*** Opening Source records ***

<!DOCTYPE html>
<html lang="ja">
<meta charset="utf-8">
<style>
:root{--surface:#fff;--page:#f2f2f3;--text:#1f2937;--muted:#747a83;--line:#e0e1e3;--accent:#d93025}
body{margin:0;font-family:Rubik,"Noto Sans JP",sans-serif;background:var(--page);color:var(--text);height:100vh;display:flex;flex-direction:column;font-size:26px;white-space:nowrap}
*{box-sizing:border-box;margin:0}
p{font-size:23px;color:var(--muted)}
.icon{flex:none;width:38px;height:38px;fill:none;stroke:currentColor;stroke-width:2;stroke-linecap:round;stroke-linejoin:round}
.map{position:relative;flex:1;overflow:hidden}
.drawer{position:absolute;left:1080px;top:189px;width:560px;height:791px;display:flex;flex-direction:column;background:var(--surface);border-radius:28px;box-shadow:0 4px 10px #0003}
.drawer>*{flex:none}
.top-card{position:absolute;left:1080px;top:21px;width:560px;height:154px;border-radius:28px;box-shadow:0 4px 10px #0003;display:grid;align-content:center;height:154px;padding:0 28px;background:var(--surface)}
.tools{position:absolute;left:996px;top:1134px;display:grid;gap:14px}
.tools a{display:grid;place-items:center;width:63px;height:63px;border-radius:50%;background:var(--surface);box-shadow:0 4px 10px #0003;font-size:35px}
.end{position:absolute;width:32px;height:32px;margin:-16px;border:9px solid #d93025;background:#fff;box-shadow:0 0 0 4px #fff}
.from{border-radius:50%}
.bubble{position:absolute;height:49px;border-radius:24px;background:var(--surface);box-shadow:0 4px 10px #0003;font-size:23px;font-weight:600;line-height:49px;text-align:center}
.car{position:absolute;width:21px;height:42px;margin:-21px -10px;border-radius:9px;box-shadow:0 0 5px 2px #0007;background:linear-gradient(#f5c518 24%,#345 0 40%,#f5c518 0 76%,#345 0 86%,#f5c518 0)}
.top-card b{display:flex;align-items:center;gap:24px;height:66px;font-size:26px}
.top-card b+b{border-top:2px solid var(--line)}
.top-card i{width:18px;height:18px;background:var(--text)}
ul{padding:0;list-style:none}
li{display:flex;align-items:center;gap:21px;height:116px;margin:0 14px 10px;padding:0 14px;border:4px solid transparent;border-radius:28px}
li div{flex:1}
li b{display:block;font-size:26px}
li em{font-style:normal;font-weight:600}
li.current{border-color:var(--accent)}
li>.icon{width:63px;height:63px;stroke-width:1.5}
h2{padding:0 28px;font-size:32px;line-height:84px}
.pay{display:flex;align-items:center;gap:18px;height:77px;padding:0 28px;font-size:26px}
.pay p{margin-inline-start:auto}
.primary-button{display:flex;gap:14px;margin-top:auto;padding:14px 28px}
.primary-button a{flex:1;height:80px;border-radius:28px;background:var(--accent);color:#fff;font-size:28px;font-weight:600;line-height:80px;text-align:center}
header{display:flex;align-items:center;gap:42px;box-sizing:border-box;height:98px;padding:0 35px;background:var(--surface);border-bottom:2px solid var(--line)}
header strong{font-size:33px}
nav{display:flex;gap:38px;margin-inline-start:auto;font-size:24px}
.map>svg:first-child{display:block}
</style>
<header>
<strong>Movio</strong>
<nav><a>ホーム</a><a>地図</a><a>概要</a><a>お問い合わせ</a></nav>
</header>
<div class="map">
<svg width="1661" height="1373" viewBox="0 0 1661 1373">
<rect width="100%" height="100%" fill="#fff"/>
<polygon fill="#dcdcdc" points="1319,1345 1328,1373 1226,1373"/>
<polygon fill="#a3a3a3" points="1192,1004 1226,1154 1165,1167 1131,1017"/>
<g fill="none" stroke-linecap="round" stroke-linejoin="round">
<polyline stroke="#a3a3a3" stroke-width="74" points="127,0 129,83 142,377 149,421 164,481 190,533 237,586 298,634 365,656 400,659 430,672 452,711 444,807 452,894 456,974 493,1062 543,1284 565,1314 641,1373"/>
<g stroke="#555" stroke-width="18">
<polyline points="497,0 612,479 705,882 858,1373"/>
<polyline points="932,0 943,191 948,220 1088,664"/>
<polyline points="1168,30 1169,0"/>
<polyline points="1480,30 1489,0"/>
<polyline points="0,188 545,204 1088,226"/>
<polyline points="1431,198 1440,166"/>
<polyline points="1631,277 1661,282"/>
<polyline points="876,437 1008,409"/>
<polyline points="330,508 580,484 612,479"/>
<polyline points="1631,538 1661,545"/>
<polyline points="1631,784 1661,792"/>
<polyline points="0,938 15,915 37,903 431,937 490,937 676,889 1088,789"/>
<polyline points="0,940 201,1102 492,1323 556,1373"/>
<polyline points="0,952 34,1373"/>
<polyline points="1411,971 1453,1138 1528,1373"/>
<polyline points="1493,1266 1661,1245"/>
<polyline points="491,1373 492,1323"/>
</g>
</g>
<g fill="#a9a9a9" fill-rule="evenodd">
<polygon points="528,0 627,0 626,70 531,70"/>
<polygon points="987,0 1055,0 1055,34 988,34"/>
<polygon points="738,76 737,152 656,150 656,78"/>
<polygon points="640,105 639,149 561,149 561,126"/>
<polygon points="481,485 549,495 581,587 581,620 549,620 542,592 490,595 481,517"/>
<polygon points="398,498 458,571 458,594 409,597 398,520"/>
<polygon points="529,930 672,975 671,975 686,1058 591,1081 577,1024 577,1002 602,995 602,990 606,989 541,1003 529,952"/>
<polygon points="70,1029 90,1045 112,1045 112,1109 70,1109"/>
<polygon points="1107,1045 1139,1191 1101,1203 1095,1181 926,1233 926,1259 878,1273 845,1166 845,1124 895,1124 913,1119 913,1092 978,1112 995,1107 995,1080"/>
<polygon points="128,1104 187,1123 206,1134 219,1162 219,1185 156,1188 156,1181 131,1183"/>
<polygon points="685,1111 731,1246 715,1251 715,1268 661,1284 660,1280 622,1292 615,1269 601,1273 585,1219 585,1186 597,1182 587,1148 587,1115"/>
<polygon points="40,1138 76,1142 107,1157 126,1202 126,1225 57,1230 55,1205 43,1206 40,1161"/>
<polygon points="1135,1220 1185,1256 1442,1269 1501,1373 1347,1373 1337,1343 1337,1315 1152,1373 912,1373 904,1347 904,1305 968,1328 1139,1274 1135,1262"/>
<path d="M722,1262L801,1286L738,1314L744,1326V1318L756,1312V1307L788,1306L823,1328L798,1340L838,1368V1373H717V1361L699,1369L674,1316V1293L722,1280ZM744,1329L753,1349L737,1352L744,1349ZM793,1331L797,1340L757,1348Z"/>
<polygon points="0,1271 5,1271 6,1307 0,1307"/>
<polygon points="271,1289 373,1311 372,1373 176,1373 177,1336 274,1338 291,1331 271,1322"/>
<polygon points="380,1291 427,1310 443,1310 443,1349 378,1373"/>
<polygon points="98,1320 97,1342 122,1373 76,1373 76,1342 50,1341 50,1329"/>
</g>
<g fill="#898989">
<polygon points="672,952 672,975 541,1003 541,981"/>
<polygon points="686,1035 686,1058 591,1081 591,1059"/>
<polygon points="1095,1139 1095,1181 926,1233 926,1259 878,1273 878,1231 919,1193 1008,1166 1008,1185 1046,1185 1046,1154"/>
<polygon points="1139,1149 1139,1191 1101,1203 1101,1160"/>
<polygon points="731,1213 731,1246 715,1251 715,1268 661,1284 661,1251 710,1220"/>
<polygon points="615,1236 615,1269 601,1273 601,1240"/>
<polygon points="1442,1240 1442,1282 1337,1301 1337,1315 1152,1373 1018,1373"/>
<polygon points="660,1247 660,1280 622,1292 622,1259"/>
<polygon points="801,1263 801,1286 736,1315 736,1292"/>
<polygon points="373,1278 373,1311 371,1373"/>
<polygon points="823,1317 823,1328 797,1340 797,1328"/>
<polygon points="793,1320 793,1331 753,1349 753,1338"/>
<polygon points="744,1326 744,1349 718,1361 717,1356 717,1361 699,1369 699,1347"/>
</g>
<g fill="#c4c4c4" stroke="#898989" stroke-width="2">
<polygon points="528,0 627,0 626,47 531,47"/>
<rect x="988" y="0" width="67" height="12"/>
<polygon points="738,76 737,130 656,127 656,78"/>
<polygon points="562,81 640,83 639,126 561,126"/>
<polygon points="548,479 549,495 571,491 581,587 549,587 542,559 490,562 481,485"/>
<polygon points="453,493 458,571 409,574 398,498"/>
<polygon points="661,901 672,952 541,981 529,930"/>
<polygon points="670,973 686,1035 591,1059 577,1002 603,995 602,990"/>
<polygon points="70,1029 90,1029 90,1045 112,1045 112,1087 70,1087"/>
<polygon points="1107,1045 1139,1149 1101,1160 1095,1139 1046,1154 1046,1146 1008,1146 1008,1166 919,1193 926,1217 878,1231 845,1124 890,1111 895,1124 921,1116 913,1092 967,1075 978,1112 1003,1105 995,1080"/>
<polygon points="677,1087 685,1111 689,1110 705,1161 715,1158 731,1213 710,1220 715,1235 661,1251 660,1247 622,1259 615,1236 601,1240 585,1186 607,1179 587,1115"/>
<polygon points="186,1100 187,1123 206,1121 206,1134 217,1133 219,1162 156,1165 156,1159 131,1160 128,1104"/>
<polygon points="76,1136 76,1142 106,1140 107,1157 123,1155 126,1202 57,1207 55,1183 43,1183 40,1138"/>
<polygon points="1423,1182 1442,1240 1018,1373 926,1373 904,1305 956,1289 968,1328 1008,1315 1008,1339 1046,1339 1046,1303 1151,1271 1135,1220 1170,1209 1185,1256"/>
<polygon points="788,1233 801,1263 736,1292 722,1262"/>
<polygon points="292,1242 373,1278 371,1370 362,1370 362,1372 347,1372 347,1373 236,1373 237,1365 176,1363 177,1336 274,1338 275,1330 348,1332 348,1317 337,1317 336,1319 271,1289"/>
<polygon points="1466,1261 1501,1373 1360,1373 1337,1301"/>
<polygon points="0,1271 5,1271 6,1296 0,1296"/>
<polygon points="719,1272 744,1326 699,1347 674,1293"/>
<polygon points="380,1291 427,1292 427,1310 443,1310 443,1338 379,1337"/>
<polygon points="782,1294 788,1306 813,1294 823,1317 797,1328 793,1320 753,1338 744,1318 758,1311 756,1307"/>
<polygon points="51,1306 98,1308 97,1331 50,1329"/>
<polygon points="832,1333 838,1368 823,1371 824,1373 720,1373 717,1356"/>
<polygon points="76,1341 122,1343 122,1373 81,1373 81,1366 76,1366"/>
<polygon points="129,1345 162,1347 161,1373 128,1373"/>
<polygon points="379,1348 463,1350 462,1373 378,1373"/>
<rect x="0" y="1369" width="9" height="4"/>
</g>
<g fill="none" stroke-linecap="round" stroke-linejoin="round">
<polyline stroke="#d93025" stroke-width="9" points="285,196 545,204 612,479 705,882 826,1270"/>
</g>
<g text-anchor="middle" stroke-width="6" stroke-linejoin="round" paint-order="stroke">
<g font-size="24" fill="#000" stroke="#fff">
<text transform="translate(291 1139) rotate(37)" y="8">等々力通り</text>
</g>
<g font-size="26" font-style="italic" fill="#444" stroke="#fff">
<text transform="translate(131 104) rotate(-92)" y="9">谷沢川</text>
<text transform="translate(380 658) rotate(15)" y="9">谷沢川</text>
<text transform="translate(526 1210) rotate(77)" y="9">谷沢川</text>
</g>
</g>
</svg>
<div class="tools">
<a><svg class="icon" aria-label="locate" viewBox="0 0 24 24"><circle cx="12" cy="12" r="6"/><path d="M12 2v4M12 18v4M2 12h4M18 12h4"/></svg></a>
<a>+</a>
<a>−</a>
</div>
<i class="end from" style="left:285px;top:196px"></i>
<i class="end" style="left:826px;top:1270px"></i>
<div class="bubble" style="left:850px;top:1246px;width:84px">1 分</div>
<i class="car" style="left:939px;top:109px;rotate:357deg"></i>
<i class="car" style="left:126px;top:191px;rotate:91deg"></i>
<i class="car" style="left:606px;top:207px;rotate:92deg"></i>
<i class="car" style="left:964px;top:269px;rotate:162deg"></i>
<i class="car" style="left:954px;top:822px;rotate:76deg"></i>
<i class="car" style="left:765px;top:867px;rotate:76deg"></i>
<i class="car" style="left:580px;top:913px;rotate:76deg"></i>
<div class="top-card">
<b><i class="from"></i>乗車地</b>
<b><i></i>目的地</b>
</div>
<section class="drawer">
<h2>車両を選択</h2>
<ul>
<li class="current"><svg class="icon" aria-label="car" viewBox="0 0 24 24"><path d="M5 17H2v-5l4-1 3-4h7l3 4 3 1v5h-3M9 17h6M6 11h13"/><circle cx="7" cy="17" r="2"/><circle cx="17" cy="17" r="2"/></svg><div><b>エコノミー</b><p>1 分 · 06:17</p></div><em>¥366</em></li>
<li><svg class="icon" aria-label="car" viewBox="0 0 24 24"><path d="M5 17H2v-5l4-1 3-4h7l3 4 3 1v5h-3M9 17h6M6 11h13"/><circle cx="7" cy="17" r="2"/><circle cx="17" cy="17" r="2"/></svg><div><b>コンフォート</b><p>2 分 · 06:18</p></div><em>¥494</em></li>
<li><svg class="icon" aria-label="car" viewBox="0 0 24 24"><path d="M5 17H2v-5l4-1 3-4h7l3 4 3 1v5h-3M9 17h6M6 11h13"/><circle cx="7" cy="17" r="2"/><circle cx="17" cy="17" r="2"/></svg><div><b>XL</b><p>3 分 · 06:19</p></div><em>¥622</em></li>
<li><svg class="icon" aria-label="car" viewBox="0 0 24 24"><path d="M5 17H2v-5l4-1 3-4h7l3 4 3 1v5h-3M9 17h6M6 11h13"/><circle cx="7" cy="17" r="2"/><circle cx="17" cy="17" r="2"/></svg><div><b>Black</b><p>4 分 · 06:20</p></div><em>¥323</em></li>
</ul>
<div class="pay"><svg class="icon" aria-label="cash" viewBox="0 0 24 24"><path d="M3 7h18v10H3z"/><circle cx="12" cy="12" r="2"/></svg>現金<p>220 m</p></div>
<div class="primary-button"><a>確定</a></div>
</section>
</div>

*** Closing Source records ***

Filter the entries down to the lines that include the string "strong".

header strong{font-size:33px}
<strong>Movio</strong>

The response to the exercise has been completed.